Using the listing that follows, filter out every line lacking the string "serif" and return the rest.

**Dataset records**

☆ ☆ ☆ ☆

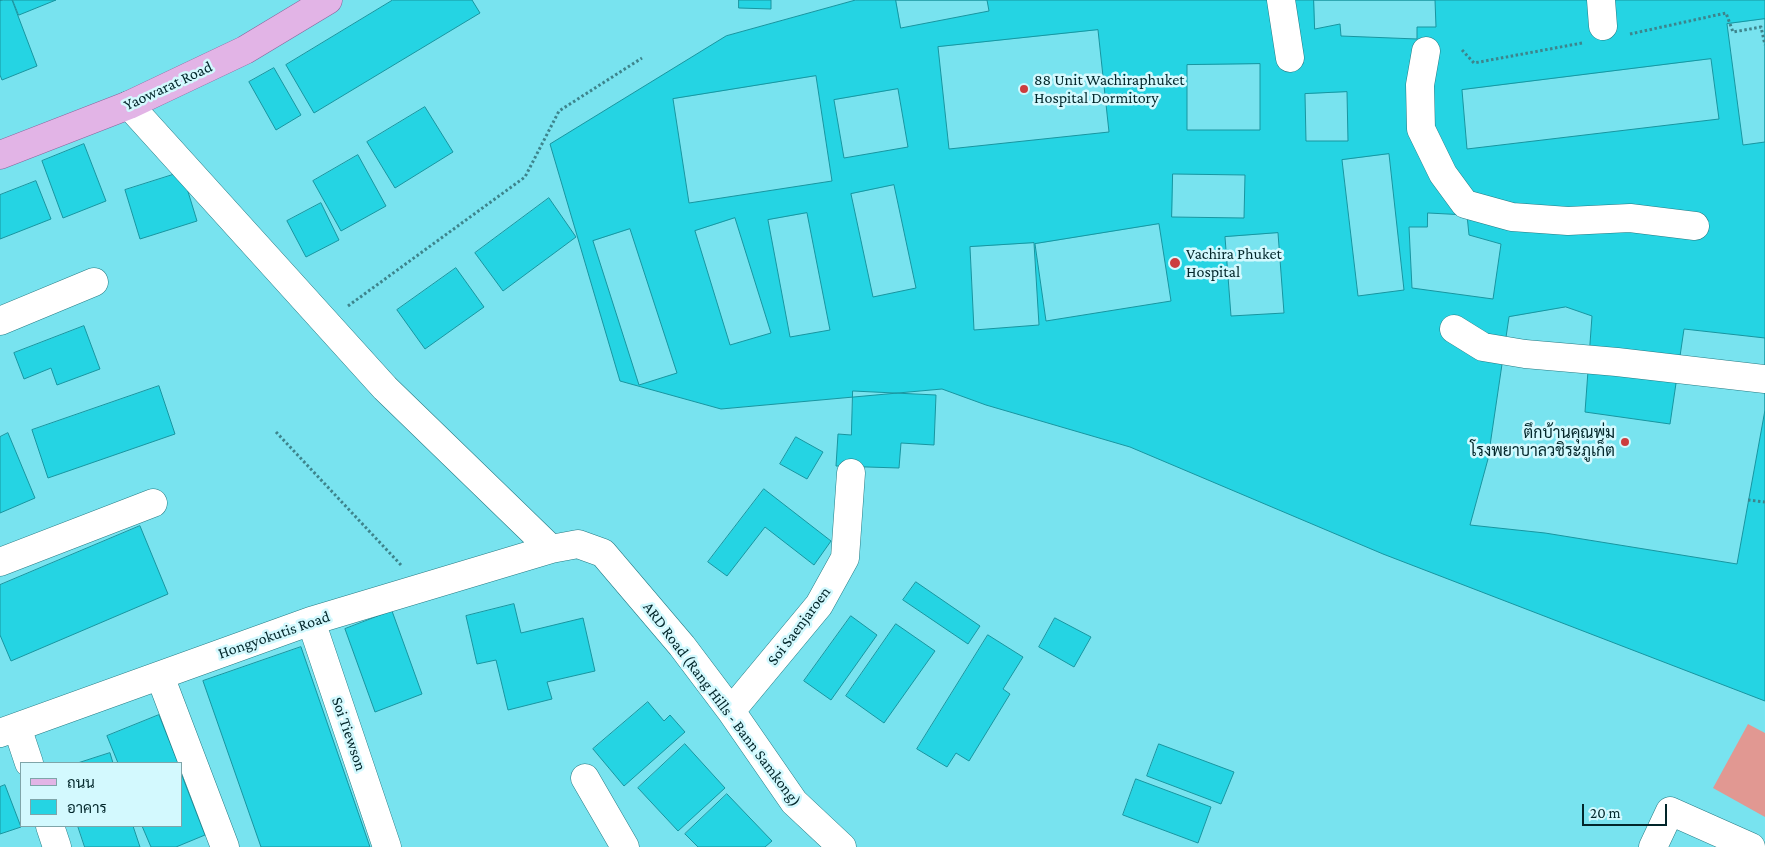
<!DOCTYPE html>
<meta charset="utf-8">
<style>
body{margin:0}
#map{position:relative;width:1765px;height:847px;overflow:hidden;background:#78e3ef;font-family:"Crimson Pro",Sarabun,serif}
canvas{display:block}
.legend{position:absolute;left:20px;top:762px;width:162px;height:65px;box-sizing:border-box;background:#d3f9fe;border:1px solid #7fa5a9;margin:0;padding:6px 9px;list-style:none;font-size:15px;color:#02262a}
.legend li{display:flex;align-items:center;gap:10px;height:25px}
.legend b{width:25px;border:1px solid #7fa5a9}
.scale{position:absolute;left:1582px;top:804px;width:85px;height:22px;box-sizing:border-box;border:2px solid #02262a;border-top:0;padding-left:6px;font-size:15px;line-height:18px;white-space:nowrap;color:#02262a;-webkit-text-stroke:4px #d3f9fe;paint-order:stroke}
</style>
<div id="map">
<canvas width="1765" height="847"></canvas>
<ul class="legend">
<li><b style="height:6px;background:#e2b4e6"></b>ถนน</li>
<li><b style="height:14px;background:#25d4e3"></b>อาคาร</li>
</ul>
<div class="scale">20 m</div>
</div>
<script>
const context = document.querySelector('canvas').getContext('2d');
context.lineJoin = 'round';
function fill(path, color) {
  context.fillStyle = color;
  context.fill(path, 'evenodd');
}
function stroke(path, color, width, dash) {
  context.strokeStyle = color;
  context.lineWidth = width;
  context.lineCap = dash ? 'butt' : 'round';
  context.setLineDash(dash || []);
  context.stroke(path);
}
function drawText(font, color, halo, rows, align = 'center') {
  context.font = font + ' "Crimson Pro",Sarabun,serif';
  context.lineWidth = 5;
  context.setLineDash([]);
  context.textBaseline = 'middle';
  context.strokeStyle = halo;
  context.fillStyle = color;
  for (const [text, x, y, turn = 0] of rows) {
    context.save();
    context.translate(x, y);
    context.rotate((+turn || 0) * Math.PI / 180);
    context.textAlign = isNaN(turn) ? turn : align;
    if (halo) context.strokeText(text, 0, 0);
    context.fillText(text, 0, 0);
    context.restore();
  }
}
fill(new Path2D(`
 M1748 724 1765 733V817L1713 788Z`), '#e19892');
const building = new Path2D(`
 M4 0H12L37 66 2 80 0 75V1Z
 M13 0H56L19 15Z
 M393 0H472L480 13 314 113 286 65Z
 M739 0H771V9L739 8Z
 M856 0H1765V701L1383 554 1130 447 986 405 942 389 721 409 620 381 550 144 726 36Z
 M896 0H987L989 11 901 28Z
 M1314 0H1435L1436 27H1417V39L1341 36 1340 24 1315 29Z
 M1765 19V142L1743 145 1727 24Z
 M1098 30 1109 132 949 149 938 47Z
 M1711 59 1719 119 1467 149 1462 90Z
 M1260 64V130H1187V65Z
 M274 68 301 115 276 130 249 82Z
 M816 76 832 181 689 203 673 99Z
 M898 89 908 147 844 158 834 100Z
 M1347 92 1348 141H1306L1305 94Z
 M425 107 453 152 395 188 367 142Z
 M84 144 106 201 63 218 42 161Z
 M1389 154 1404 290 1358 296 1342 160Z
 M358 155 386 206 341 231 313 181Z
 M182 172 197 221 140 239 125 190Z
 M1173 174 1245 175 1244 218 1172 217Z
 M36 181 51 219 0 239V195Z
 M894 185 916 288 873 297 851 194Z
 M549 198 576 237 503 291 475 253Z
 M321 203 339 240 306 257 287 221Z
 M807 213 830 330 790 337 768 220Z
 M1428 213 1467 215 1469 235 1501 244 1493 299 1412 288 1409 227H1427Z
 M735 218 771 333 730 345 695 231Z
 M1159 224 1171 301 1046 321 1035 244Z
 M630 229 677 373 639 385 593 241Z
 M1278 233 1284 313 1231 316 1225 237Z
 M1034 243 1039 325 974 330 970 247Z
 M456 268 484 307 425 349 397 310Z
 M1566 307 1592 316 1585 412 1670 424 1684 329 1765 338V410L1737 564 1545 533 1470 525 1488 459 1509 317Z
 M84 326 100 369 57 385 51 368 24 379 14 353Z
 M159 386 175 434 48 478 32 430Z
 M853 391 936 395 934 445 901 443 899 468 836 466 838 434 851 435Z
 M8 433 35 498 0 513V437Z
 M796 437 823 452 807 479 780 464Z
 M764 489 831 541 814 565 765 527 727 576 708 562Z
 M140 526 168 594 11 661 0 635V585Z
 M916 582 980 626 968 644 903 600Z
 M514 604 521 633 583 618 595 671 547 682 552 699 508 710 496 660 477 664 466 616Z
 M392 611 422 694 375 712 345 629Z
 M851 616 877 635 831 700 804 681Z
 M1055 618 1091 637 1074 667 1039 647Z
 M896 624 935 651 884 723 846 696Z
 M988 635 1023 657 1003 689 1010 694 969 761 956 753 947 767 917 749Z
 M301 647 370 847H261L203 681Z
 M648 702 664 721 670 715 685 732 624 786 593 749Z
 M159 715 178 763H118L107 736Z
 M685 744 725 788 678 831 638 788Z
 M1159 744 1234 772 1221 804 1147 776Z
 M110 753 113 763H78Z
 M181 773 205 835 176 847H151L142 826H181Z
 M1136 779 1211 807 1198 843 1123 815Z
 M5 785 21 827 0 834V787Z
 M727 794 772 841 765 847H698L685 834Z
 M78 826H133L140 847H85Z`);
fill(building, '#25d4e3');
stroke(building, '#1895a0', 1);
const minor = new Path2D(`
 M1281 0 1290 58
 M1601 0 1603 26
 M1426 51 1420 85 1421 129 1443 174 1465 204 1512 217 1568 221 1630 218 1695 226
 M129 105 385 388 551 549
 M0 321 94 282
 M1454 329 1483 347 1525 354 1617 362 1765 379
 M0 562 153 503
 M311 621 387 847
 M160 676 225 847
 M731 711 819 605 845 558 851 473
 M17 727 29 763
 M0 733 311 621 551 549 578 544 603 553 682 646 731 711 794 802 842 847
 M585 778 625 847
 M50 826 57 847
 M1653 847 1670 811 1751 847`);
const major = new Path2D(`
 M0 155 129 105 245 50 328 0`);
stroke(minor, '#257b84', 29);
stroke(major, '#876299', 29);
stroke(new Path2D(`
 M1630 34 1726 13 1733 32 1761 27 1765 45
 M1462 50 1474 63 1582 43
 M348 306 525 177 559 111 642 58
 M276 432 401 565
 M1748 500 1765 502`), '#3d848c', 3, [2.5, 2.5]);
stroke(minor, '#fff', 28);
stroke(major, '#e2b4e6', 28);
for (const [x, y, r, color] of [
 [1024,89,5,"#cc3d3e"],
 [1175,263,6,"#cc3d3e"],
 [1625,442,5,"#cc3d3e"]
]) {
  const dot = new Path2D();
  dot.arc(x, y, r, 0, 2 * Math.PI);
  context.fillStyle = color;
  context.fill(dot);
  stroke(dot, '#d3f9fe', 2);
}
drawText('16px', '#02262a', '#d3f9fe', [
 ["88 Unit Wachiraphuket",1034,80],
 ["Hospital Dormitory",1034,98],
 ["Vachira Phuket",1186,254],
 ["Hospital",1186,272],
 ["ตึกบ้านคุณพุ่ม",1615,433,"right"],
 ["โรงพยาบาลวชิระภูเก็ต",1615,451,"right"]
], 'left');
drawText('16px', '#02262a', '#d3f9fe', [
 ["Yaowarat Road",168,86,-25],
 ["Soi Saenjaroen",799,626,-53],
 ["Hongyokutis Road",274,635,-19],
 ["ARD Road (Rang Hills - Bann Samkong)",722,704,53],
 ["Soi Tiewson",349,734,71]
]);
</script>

☆ ☆ ☆ ☆

**Finished task**
#map{position:relative;width:1765px;height:847px;overflow:hidden;background:#78e3ef;font-family:"Crimson Pro",Sarabun,serif}
  context.font = font + ' "Crimson Pro",Sarabun,serif';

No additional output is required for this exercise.